- ABOUT THIS EXERCISE -
Below is a block of records. Copy every line in it that contains the word "names".

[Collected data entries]
# # # # #

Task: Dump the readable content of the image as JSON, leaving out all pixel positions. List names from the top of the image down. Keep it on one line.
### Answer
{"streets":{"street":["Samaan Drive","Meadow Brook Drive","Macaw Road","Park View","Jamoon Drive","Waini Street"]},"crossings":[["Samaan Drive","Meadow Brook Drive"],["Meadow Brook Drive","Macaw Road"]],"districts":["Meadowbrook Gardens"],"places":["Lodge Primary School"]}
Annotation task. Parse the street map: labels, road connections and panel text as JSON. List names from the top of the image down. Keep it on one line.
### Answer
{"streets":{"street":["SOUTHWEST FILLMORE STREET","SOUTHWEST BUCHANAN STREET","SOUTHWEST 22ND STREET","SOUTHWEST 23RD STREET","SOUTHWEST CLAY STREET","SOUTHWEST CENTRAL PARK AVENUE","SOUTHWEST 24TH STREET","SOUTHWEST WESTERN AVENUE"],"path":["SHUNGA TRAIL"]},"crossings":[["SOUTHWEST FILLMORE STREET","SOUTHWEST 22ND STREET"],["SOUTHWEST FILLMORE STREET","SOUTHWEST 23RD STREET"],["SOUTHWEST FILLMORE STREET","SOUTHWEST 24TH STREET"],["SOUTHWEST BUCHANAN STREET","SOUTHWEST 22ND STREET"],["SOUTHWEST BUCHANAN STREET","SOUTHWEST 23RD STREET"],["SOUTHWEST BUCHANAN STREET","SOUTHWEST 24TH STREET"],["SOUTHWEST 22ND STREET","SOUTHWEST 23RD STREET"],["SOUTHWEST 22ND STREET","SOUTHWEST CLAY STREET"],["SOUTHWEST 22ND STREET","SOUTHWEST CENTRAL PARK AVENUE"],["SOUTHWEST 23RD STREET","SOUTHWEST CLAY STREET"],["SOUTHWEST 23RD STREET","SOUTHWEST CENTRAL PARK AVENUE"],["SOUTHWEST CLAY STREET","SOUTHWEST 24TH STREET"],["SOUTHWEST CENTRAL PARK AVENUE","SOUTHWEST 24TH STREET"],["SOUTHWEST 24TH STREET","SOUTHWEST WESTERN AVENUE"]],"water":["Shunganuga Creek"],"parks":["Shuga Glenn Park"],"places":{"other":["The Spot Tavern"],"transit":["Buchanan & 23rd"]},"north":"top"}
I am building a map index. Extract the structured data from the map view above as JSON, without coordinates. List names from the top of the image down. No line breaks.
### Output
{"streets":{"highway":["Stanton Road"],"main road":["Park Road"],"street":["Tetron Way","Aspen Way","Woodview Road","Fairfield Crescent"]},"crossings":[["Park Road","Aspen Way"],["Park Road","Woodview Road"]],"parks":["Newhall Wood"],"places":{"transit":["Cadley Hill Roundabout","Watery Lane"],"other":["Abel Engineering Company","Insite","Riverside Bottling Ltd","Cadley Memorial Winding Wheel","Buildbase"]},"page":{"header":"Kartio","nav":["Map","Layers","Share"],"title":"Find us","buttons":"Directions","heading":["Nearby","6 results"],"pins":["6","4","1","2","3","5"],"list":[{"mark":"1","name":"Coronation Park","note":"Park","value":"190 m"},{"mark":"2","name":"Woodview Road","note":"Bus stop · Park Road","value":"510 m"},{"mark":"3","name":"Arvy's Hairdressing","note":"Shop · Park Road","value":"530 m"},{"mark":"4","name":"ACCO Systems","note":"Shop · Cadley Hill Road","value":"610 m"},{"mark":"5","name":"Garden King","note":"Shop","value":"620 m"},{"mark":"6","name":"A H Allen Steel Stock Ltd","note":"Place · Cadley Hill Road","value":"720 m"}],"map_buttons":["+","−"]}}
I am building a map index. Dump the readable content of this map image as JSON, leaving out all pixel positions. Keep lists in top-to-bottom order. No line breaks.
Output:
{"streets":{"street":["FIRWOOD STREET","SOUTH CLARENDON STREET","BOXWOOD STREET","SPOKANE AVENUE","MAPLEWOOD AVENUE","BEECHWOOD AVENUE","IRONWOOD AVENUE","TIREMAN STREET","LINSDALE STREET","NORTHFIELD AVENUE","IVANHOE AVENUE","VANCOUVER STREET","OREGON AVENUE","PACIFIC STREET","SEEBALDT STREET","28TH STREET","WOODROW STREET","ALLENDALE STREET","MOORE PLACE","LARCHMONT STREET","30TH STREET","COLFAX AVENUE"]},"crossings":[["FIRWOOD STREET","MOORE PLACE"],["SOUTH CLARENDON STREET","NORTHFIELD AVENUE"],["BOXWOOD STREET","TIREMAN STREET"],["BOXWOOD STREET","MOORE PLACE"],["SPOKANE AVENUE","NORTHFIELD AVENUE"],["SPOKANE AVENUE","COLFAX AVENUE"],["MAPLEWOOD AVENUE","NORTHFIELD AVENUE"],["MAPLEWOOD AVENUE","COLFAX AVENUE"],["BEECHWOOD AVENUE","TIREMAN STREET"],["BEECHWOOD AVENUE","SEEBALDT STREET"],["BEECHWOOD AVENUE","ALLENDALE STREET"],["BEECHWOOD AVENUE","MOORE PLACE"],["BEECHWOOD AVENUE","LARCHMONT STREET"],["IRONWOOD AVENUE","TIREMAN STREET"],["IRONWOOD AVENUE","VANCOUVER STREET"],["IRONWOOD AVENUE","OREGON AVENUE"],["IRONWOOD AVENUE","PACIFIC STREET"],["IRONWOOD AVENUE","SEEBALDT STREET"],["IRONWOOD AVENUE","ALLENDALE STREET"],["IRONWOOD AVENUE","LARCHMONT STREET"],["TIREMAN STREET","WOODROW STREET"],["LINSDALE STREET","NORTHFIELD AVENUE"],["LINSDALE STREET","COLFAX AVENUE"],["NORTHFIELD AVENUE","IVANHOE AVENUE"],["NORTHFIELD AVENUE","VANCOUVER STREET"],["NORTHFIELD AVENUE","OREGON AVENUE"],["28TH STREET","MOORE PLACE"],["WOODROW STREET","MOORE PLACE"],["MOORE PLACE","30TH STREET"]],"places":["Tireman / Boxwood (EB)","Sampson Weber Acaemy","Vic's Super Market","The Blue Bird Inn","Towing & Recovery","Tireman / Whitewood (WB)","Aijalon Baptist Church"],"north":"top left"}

# # # # #

- TASK OUTPUT -
Task: Dump the readable content of the image as JSON, leaving out all pixel positions. List names from the top of the image down. Keep it on one line.
Annotation task. Parse the street map: labels, road connections and panel text as JSON. List names from the top of the image down. Keep it on one line.
I am building a map index. Extract the structured data from the map view above as JSON, without coordinates. List names from the top of the image down. No line breaks.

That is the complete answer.